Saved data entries

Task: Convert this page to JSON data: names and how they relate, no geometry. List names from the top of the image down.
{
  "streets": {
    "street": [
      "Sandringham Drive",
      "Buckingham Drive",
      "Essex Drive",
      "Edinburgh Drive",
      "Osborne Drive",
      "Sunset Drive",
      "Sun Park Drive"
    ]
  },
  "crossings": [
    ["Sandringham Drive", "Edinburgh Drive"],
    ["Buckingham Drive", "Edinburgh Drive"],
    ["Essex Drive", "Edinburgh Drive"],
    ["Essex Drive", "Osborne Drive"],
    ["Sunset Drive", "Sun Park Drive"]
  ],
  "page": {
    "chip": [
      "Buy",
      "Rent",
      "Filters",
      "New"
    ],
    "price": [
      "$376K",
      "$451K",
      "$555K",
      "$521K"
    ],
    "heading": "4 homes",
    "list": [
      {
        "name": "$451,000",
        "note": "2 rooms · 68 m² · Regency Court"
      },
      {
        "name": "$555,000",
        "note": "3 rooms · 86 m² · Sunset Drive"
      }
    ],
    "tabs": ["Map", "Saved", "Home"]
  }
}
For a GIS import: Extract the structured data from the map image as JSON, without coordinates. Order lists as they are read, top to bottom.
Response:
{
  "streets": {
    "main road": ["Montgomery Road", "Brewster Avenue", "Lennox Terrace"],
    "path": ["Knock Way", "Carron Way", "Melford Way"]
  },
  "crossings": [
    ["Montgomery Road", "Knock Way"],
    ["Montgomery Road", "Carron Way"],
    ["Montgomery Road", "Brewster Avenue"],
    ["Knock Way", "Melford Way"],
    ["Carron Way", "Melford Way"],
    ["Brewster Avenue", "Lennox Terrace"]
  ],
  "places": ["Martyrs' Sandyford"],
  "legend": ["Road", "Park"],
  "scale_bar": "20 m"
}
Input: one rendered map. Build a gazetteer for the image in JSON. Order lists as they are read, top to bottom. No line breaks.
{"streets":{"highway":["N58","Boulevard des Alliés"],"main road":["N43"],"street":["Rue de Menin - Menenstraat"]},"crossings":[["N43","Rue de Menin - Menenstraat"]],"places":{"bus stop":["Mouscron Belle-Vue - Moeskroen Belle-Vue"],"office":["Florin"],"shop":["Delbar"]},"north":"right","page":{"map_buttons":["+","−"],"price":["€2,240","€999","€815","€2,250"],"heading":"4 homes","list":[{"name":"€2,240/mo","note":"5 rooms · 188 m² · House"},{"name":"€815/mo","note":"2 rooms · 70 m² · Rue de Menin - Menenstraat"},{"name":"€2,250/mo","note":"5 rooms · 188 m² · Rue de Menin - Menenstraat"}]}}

PROBLEM REQUIREMENTS
Going from the line that contains "Input: one rendered" to the last line of the records, reproduce every line as written.

EXPECTED OUTPUT
Input: one rendered map. Build a gazetteer for the image in JSON. Order lists as they are read, top to bottom. No line breaks.
{"streets":{"highway":["N58","Boulevard des Alliés"],"main road":["N43"],"street":["Rue de Menin - Menenstraat"]},"crossings":[["N43","Rue de Menin - Menenstraat"]],"places":{"bus stop":["Mouscron Belle-Vue - Moeskroen Belle-Vue"],"office":["Florin"],"shop":["Delbar"]},"north":"right","page":{"map_buttons":["+","−"],"price":["€2,240","€999","€815","€2,250"],"heading":"4 homes","list":[{"name":"€2,240/mo","note":"5 rooms · 188 m² · House"},{"name":"€815/mo","note":"2 rooms · 70 m² · Rue de Menin - Menenstraat"},{"name":"€2,250/mo","note":"5 rooms · 188 m² · Rue de Menin - Menenstraat"}]}}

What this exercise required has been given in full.